» Required action:
Beginning with the opening line of the entries, return every line through the one containing "position:relative; width:1245px; height:681px;", both included, and nothing else. Omit pictures.

:: Records for the task

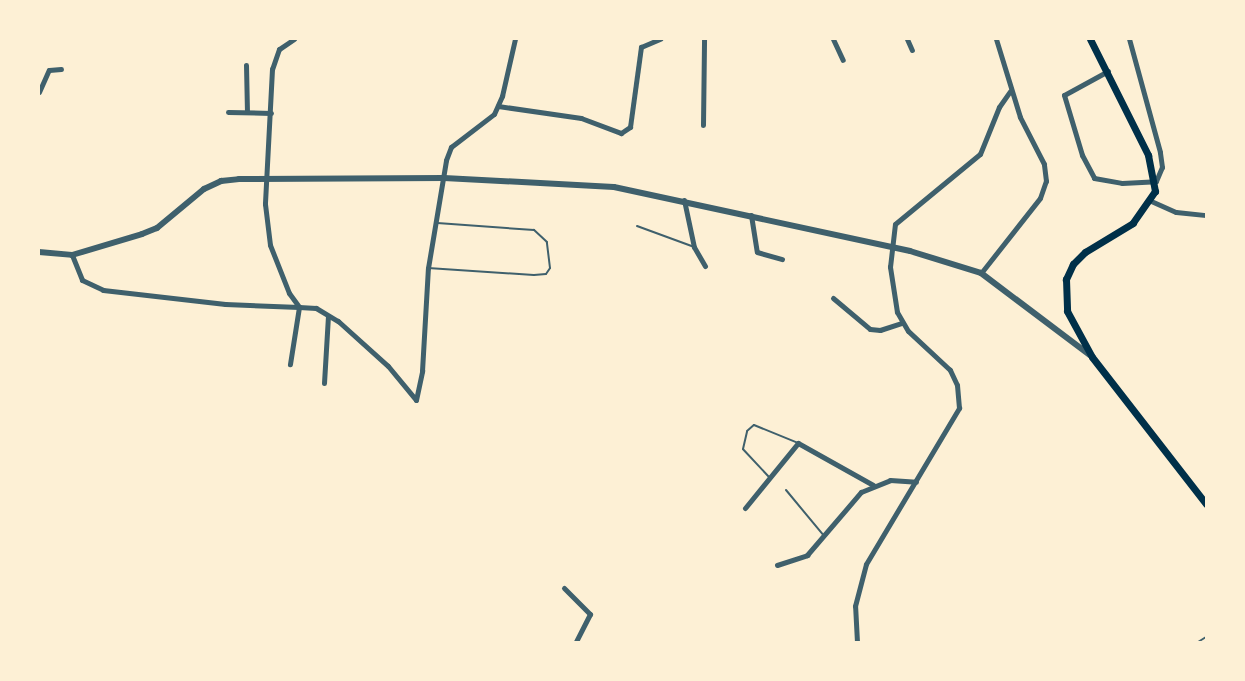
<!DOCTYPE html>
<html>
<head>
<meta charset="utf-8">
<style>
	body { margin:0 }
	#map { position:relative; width:1245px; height:681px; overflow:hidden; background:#fdf0d5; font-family:"Exo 2",sans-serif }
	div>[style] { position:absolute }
	.service>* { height:2px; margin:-1px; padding:0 1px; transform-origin:1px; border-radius:1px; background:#3f606c }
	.minor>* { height:5px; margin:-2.5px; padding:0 2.5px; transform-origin:2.5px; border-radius:2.5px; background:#3f606c }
	.tertiary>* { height:6px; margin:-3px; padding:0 3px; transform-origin:3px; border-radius:3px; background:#3f606c }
	.secondary>* { height:7px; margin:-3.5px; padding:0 3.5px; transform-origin:3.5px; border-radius:3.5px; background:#003049 }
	span { translate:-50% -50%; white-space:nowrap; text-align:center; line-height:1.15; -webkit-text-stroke:4.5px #fdf0d5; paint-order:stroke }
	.frame { position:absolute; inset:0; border:40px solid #fdf0d5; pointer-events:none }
</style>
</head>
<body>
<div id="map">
	<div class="service">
		<i style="left:637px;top:226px;width:61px;rotate:20.2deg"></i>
		<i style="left:428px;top:268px;width:106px;rotate:3.8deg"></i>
		<i style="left:534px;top:275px;width:12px;rotate:-5deg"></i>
		<i style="left:546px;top:274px;width:7px;rotate:-56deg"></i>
		<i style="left:550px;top:268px;width:26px;rotate:-97deg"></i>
		<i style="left:547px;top:242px;width:18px;rotate:-137deg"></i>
		<i style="left:534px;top:230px;width:97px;rotate:-175.9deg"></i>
		<i style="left:769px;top:477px;width:38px;rotate:-133deg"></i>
		<i style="left:743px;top:449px;width:18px;rotate:-77deg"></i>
		<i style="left:747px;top:431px;width:9px;rotate:-41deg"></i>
		<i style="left:754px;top:425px;width:48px;rotate:22.2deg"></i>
		<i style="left:786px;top:490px;width:60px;rotate:50.4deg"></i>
		<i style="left:1198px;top:642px;width:9px;rotate:-32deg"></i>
	</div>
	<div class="minor">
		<i style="left:294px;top:39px;width:18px;rotate:146deg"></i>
		<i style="left:279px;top:49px;width:21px;rotate:109deg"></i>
		<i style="left:272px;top:69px;width:135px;rotate:93deg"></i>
		<i style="left:265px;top:204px;width:41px;rotate:83deg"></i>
		<i style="left:270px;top:245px;width:52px;rotate:68.4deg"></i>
		<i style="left:289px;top:293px;width:17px;rotate:54deg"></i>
		<i style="left:299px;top:307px;width:17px;rotate:3deg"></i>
		<i style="left:316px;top:308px;width:26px;rotate:31deg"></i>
		<i style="left:338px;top:321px;width:67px;rotate:42deg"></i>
		<i style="left:388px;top:366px;width:44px;rotate:50.5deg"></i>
		<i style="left:833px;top:39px;width:23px;rotate:65deg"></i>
		<i style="left:907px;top:39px;width:12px;rotate:66deg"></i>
		<i style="left:246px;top:65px;width:47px;rotate:88.8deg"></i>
		<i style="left:1108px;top:71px;width:50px;rotate:151.4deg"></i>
		<i style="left:1064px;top:95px;width:63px;rotate:73.3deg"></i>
		<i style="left:1082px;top:155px;width:26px;rotate:62deg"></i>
		<i style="left:1094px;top:178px;width:28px;rotate:10deg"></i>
		<i style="left:1122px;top:183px;width:34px;rotate:-3deg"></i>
		<i style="left:1156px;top:181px;width:15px;rotate:-67deg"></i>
		<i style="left:1162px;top:167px;width:15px;rotate:-98deg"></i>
		<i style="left:1160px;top:152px;width:117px;rotate:-105.3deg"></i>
		<i style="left:39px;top:92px;width:24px;rotate:-66deg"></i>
		<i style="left:49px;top:70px;width:12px;rotate:-5deg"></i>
		<i style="left:498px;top:106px;width:84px;rotate:8.2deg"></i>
		<i style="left:581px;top:118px;width:43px;rotate:20.6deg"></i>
		<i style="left:621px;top:133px;width:11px;rotate:-34deg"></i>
		<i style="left:630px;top:127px;width:81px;rotate:-82.2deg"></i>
		<i style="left:641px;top:47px;width:21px;rotate:-23deg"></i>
		<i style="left:228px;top:112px;width:43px;rotate:1.3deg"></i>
		<i style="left:703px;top:125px;width:86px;rotate:-89.3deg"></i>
		<i style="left:684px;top:200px;width:48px;rotate:78deg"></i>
		<i style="left:694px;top:247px;width:22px;rotate:60deg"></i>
		<i style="left:1151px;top:201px;width:27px;rotate:24deg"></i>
		<i style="left:1176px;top:212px;width:30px;rotate:6deg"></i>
		<i style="left:751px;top:215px;width:37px;rotate:81deg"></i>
		<i style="left:757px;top:252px;width:26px;rotate:16deg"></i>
		<i style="left:72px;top:255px;width:27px;rotate:68deg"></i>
		<i style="left:82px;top:280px;width:23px;rotate:25deg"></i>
		<i style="left:103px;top:290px;width:123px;rotate:6.5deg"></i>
		<i style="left:225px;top:304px;width:74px;rotate:2.3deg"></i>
		<i style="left:299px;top:307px;width:58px;rotate:99deg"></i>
		<i style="left:981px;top:273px;width:95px;rotate:-51.8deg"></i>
		<i style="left:1040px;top:198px;width:18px;rotate:-71deg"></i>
		<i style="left:1046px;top:181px;width:17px;rotate:-97deg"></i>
		<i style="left:1044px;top:164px;width:53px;rotate:-117.1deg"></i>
		<i style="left:1020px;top:117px;width:82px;rotate:-107.1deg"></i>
		<i style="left:833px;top:298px;width:48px;rotate:40deg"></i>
		<i style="left:870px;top:329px;width:10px;rotate:6deg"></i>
		<i style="left:880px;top:330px;width:23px;rotate:-18deg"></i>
		<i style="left:324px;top:383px;width:67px;rotate:-86.6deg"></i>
		<i style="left:416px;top:400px;width:30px;rotate:-78deg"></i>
		<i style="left:422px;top:371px;width:103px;rotate:-86.7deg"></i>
		<i style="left:428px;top:268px;width:109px;rotate:-80.5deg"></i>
		<i style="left:446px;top:160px;width:14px;rotate:-69deg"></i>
		<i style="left:451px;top:147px;width:54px;rotate:-37.5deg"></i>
		<i style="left:494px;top:114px;width:20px;rotate:-66deg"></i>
		<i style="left:502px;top:96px;width:58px;rotate:-77.2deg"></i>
		<i style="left:745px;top:508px;width:84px;rotate:-50.8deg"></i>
		<i style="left:798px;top:443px;width:86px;rotate:29.2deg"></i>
		<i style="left:777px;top:565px;width:32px;rotate:-18deg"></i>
		<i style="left:807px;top:555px;width:83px;rotate:-49.4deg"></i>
		<i style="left:861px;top:492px;width:31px;rotate:-22deg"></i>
		<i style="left:890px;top:480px;width:26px;rotate:4deg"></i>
		<i style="left:564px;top:588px;width:37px;rotate:45deg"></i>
		<i style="left:590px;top:614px;width:31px;rotate:117deg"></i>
		<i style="left:857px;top:642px;width:36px;rotate:-93deg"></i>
		<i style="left:855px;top:606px;width:43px;rotate:-75.3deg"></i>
		<i style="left:866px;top:564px;width:182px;rotate:-59.2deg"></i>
		<i style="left:959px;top:408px;width:23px;rotate:-95deg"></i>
		<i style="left:957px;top:385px;width:17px;rotate:-115deg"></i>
		<i style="left:950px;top:370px;width:57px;rotate:-137.1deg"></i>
		<i style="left:908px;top:331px;width:22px;rotate:-120deg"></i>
		<i style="left:897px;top:312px;width:46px;rotate:-98.8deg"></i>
		<i style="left:890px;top:267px;width:43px;rotate:-83.4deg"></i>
		<i style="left:895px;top:224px;width:110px;rotate:-39.5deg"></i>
		<i style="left:980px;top:154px;width:51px;rotate:-68deg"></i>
		<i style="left:999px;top:107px;width:19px;rotate:-55deg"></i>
	</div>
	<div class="tertiary">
		<i style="left:39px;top:252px;width:33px;rotate:5deg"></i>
		<i style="left:72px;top:255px;width:73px;rotate:-16.7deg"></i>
		<i style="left:142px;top:234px;width:16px;rotate:-22deg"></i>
		<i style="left:157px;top:228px;width:61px;rotate:-39.7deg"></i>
		<i style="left:204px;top:189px;width:19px;rotate:-25deg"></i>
		<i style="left:221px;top:181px;width:18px;rotate:-6deg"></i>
		<i style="left:239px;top:179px;width:205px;rotate:-0.3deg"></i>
		<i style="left:444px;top:178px;width:170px;rotate:3deg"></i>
		<i style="left:614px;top:187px;width:303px;rotate:12.2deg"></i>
		<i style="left:910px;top:251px;width:74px;rotate:17.2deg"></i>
		<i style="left:981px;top:273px;width:136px;rotate:37deg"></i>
	</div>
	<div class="secondary">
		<i style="left:1090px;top:39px;width:130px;rotate:63.4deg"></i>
		<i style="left:1148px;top:155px;width:37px;rotate:79deg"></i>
		<i style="left:1155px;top:191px;width:39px;rotate:125deg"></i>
		<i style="left:1133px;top:223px;width:56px;rotate:148.9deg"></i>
		<i style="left:1085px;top:252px;width:17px;rotate:135deg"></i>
		<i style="left:1073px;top:264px;width:17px;rotate:115deg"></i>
		<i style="left:1066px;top:279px;width:32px;rotate:88deg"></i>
		<i style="left:1067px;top:311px;width:52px;rotate:61.5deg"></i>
		<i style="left:1092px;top:357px;width:186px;rotate:52.2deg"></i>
	</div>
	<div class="frame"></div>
</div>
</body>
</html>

::::

» Task output:
<!DOCTYPE html>
<html>
<head>
<meta charset="utf-8">
<style>
	body { margin:0 }
	#map { position:relative; width:1245px; height:681px; overflow:hidden; background:#fdf0d5; font-family:"Exo 2",sans-serif }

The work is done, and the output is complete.